_What you have to do_: Return each line of the records below in which the string "labels" turns up.

_Records supplied_:
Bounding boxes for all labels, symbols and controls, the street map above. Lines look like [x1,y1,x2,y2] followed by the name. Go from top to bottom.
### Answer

--

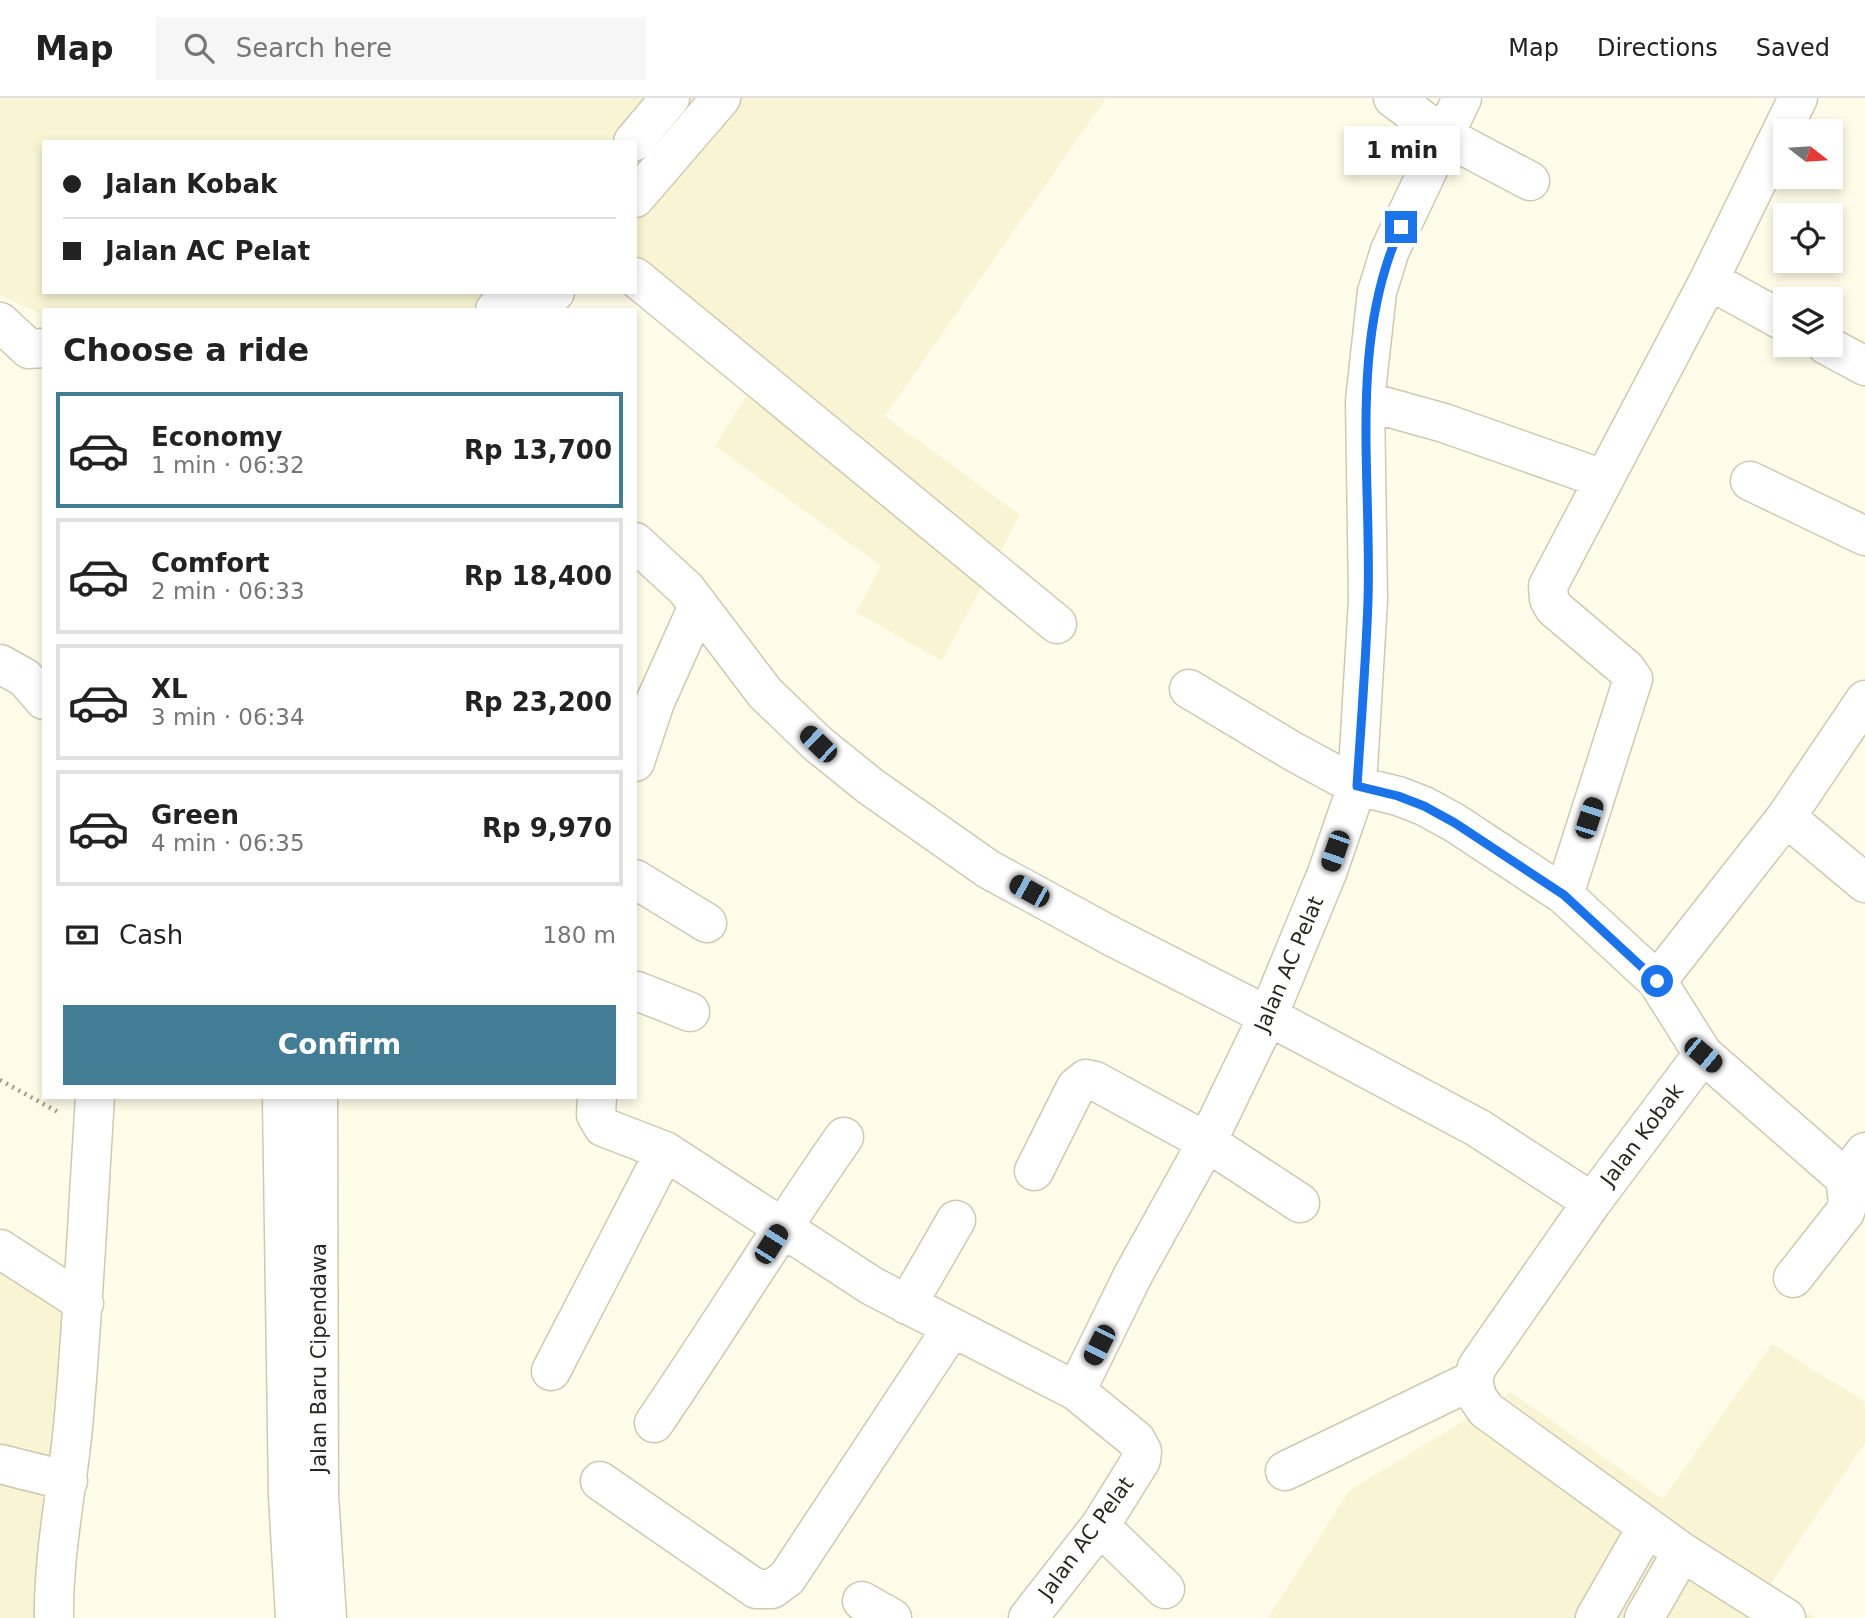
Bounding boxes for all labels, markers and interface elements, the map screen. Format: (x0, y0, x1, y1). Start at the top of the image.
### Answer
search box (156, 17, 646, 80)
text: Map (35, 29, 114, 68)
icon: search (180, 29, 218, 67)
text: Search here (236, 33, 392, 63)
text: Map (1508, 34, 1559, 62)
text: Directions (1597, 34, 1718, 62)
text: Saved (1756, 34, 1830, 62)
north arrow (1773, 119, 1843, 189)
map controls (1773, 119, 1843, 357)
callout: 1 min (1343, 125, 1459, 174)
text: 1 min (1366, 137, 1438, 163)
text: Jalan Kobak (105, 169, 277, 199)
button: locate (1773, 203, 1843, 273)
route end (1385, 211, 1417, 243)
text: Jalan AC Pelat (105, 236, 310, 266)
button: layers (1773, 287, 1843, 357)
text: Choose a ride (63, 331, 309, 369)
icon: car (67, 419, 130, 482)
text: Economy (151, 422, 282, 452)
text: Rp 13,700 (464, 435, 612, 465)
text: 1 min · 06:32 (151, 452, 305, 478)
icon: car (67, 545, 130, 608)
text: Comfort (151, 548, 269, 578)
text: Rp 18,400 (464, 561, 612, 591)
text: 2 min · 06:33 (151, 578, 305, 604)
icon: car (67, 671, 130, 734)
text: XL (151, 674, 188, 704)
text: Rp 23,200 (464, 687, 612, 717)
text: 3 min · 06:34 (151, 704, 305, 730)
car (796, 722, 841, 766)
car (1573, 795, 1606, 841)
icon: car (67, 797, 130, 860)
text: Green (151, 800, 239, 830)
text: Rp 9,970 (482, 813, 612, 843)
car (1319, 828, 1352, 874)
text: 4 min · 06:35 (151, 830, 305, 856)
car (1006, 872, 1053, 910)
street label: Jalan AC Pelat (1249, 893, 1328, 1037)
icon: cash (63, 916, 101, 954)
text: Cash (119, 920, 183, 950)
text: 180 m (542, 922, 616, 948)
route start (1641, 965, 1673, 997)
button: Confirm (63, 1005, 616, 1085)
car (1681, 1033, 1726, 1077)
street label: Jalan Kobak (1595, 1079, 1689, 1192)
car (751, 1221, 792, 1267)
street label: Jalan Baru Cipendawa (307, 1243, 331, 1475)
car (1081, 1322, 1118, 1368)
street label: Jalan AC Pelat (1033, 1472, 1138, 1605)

_Exercise solution_:
Bounding boxes for all labels, symbols and controls, the street map above. Lines look like [x1,y1,x2,y2] followed by the name. Go from top to bottom.
Bounding boxes for all labels, markers and interface elements, the map screen. Format: (x0, y0, x1, y1). Start at the top of the image.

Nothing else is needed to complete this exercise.